Optimizing Biogas Production with Machine Learning: A Comparative Study of Predictive Models.
Main Article Content
Abstract
The prediction of biogas production is essential for optimizing operational conditions, enhancing process efficiency, and supporting sustainable energy systems. Traditional biogas yield prediction methods struggle to capture the nonlinear and complex interactions among influential factors such as feedstock composition, temperature, pH, and retention time. Machine learning (ML) models provide a promising alternative by analyzing patterns in historical data to make accurate, data-driven predictions.
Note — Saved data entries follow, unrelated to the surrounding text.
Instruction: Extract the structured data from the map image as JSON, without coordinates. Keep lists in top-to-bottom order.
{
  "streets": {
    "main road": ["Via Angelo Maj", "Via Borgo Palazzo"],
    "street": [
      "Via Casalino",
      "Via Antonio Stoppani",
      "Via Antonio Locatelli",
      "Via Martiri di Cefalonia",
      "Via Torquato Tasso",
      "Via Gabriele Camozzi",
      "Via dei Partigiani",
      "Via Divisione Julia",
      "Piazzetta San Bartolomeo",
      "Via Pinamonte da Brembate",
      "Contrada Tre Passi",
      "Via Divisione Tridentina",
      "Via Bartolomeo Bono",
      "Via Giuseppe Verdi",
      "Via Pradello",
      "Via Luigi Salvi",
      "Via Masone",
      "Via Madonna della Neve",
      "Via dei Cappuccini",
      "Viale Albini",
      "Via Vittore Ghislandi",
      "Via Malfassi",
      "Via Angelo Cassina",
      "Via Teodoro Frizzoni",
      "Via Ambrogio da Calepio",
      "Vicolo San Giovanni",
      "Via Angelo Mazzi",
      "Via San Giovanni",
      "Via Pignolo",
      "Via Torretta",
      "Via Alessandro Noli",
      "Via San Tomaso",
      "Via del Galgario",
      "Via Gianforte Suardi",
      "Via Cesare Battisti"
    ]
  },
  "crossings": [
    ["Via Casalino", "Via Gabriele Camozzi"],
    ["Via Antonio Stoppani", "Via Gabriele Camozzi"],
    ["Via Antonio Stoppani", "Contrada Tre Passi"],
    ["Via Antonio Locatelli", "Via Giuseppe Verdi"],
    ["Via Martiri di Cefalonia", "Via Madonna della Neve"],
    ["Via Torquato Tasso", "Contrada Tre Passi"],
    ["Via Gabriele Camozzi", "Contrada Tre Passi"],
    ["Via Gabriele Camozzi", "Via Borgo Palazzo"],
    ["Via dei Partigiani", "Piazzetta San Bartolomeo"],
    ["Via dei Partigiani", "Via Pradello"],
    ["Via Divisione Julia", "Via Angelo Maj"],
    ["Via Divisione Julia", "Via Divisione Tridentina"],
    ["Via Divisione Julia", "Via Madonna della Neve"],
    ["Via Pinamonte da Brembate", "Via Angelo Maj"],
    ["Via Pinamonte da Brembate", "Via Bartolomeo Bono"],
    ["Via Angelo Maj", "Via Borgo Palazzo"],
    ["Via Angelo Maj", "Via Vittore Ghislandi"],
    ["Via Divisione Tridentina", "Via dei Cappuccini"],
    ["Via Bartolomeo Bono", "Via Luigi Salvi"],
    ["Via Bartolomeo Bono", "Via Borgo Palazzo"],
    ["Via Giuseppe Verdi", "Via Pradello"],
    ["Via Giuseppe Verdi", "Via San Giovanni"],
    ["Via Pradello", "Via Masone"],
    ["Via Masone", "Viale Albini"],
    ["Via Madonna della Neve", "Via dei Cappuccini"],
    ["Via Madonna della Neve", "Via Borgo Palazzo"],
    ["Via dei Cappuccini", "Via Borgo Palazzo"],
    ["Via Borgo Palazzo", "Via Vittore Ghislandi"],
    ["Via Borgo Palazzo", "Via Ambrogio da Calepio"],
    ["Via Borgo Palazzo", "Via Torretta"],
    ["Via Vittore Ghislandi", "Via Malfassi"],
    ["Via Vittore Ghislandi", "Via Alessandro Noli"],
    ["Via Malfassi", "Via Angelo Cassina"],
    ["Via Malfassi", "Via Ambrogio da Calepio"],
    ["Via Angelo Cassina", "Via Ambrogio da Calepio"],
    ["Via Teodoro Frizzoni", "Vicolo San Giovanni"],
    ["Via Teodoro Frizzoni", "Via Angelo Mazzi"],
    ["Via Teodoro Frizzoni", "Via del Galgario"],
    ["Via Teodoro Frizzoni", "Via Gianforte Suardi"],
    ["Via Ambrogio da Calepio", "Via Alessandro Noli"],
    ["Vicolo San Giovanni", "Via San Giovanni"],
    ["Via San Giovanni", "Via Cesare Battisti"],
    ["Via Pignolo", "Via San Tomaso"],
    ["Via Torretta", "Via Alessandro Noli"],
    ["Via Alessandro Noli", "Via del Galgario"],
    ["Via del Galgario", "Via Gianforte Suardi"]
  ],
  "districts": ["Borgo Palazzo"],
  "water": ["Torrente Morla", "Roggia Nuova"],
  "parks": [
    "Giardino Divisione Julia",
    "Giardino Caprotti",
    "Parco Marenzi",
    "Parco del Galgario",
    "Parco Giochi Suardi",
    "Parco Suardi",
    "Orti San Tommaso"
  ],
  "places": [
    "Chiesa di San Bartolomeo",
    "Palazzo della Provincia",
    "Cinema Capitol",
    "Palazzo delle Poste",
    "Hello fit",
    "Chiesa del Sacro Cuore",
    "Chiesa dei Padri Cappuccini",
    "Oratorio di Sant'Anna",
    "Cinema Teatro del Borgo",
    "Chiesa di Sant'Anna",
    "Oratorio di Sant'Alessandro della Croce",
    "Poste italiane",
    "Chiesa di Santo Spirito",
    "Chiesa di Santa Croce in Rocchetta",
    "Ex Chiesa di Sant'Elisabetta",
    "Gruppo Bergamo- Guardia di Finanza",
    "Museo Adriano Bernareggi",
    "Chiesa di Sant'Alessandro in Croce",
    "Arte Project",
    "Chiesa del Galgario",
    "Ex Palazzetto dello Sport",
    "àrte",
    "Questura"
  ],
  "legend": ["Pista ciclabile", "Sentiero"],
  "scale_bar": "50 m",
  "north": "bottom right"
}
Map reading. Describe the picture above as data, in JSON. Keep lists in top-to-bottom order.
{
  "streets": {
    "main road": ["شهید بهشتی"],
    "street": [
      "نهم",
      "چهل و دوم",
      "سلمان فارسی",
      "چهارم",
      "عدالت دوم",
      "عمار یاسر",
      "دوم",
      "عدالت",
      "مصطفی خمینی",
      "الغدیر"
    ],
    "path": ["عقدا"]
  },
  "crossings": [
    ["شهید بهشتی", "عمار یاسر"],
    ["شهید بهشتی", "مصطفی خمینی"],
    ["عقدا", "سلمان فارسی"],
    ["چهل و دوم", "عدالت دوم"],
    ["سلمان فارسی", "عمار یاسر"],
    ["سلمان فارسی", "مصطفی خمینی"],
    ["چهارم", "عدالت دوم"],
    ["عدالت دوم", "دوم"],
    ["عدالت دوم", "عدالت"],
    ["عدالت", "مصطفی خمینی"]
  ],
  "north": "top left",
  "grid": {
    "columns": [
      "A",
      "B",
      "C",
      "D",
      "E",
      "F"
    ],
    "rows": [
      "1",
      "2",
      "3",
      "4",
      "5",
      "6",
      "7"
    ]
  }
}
This study evaluates the effectiveness of six ML models Linear Regression (LR), Decision Trees (DT), Random Forests (RF), Support Vector Machines (SVM), k-nearest Neighbors (k-NN), and Artificial Neural Networks (ANNs) for predicting biogas production on dataset of an experiment performed in 5 years from January 1, 2019, to October 30, 2024. Each model's performance was assessed using common evaluation metrics for regression analysis, including Mean Absolute Error (MAE), Mean Squared Error (MSE), and Root Squared (R²) Score, to compare their accuracy, robustness, and suitability for biogas data, which often involves nonlinear relationships and multivariate interactions. The findings demonstrate that DT and RF outperform simpler approaches in terms of accuracy with of 0.999 and 0.998 respectively, making them ideal for complex biogas prediction tasks. This study underscores the potential of ML models in optimizing biogas production systems and contributes to developing efficient, scalable solutions for renewable energy management.